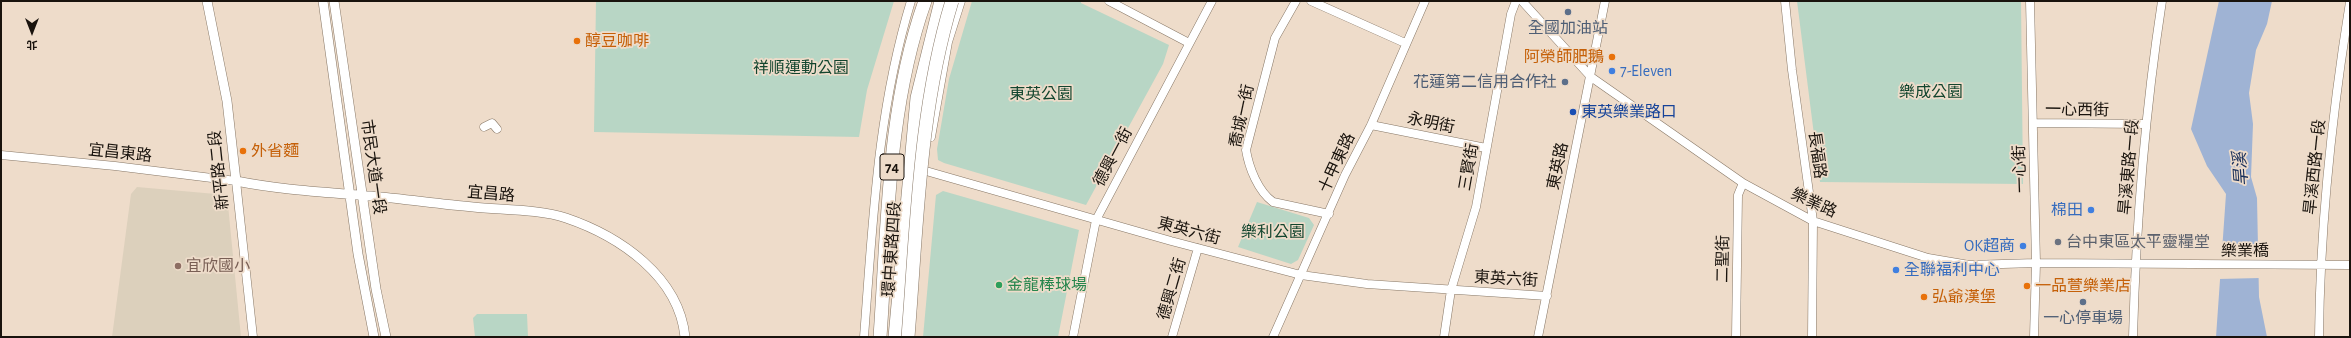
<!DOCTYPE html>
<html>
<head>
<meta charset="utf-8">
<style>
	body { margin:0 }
	#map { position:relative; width:2351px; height:338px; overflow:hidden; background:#eedcca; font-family:"Alegreya Sans","Noto Sans TC",sans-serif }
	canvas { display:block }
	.frame { position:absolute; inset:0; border:2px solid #19130d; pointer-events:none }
	.north { position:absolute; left:12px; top:12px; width:40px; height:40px; -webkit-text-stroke:3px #eedcca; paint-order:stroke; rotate:180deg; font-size:11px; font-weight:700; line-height:16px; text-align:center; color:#19130d }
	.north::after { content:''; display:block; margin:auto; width:14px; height:18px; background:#19130d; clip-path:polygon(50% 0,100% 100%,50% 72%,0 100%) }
</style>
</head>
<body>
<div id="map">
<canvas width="2351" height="338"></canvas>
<div class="frame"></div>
<div class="north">北</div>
</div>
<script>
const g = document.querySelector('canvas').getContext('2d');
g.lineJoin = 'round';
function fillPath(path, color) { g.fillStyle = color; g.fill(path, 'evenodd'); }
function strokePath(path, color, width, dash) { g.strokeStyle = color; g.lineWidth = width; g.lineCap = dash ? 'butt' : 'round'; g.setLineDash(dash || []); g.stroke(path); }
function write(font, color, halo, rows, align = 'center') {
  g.font = font + ' "Alegreya Sans","Noto Sans TC",sans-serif'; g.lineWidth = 3.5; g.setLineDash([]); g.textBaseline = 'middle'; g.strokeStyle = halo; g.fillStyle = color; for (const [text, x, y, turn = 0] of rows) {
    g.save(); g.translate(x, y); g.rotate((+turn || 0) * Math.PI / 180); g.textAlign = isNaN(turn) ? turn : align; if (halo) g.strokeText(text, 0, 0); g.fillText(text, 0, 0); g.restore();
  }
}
const education = new Path2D(`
	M137 187 227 195 241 337H112L131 194Z`);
const green = new Path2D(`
	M596 1H894L867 90 859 137 594 132Z
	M972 1H1081V3L1169 45 1163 64 1086 205 944 163 938 160 937 149 949 79Z
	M1797 1H2021L2023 184 1820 182Z
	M943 191 1079 230 1058 337H923L936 195Z
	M1257 202 1309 218 1314 225 1298 260 1291 264 1238 247Z
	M477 314H527L528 337H475L473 318Z`);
const water = new Path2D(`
	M2219 1H2272L2267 24 2256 50 2249 93 2253 124 2251 177 2257 198 2259 297 2267 337H2216L2226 194 2207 166 2191 129Z`);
const pier = new Path2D(`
	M2259 251 2260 278 2218 279 2220 252Z`);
const minor = new Path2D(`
	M1109 1 1189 43
	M1296 1 1275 38 1246 150C1249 168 1258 191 1273 202L1329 214
	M1311 1 1405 43
	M1522 1 1591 77 1743 183 1813 221 1928 258 1969 265 2036 263 2350 265
	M1785 1 1792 70 1813 221 1812 337
	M2030 1 2036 263 2034 337
	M2033 123 2146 124
	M1371 125 1486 148
	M484 127 492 123 497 129
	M931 137 948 42 961 1
	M1 155 115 166 236 181 253 337
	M926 171 1171 241 1301 275 1367 284 1547 296
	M864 337C873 222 877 112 911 1
	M1073 337 1096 220 1212 1
	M1172 337 1198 248
	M1273 337 1345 175 1371 125 1425 1
	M1444 337 1451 290 1476 207 1511 14 1516 1
	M1538 337 1605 1
	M1736 337 1738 195 1743 183
	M2133 337C2136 224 2145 112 2162 1
	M2319 337C2320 225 2332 113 2350 2`);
const tertiary = new Path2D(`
	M207 1 227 101 236 181C281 190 325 192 371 196 405 199 439 204 473 207 501 210 539 209 566 218 619 236 679 276 685 337
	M323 1 358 254 374 337
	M334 1 376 289 386 337`);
const trunk = new Path2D(`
	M880 337C888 225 887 108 925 1
	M895 337 917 98 941 1`);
const trunkBridge = new Path2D(`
	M908 337C917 226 919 109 952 1`);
const markers = [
	[1568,12,4,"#5c6f8a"],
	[577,41,4,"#e8710a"],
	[1612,57,4,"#e8710a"],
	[1612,71,4,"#3f7fe0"],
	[1565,82,4,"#5c6f8a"],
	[1573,112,4,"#1a4fb4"],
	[243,151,4,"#e8710a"],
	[2091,210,4,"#3f7fe0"],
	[2058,242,4,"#6b7280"],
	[2023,246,4,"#3f7fe0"],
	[178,266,4,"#8d6e63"],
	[1896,270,4,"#3f7fe0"],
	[999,285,4,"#2e9e5b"],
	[2027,286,4,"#e8710a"],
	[1924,297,4,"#e8710a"],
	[2083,302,4,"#5c6f8a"]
];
const shields = [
	[892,167,24]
];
const shieldNames = [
	["74",892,167]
];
const serviceNames = [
	["全國加油站",1568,28],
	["花蓮第二信用合作社",1557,82,"right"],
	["一心停車場",2083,318]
];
const foodNames = [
	["醇豆咖啡",585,41],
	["阿榮師肥鵝",1604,57,"right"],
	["外省麵",251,151],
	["一品萱樂業店",2035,286],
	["弘爺漢堡",1932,297]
];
const parkNames = [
	["祥順運動公園",801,68],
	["樂成公園",1931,92],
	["東英公園",1041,94],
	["樂利公園",1273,232]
];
const shopNames = [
	["7-Eleven",1620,71],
	["棉田",2083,210,"right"],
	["OK超商",2015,246,"right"],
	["全聯福利中心",1904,270]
];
const streetNames = [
	["一心西街",2077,110,1],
	["喬城一街",1242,116,-78],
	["永明街",1431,123,12],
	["宜昌東路",120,153,6],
	["長福路",1817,155,82],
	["德興一街",1113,157,-62],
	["十甲東路",1337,163,-65],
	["東英路",1558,166,-78],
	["市民大道一段",373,167,82],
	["三賢街",1469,167,-80],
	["旱溪東路一段",2129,167,-85],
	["旱溪西路一段",2315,167,-84],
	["一心街",2020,169,-92],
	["新平路二段",219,170,-96],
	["宜昌路",491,194,5],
	["樂業路",1814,203,24],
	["東英六街",1189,231,15],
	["環中東路四段",892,249,-86],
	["樂業橋",2245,251],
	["二聖街",1723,259,-89],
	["東英六街",1506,279,3],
	["德興二街",1172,289,-74]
];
const transitNames = [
	["東英樂業路口",1581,112]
];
const worshipNames = [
	["台中東區太平靈糧堂",2066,242]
];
const educationNames = [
	["宜欣國小",186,266]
];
const leisureNames = [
	["金龍棒球場",1007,285]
];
const waterNames = [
	["旱溪",2241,169,-94]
];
fillPath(education, '#dcd0bc');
fillPath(green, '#b8d6c5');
fillPath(water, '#9fb3d4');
fillPath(pier, '#eedcca');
strokePath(minor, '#877766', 9);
strokePath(tertiary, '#877766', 10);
strokePath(trunk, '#877766', 14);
strokePath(minor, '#fff', 8);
strokePath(tertiary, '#fff', 9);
strokePath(trunk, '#fff', 13);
strokePath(trunkBridge, '#877766', 14, []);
strokePath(trunkBridge, '#fff', 13);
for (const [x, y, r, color] of markers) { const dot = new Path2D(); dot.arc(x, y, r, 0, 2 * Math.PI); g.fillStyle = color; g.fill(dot); strokePath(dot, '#eedcca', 1.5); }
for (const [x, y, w] of shields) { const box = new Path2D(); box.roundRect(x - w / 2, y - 13, w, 26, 3); g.fillStyle = '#eedcca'; g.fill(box); strokePath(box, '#19130d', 1); }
write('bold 15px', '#19130d', null, shieldNames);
write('16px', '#4e5e75', '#eedcca', serviceNames);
write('16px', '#c56008', '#eedcca', foodNames, 'left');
write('16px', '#12452e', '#eedcca', parkNames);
write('16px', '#366cbe', '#eedcca', shopNames, 'left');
write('16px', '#19130d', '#eedcca', streetNames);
write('16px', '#164399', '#eedcca', transitNames, 'left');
write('16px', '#5b616d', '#eedcca', worshipNames, 'left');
write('16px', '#785e54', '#eedcca', educationNames, 'left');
write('16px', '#27864d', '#eedcca', leisureNames, 'left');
write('italic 17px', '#182f5a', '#eedcca', waterNames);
</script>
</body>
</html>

· · ·

→ WHAT YOU WILL DO
Locate the word "canvas" in the entries, and copy every line where it is found.

→ WORKED SOLUTION
	canvas { display:block }
<canvas width="2351" height="338"></canvas>
const g = document.querySelector('canvas').getContext('2d');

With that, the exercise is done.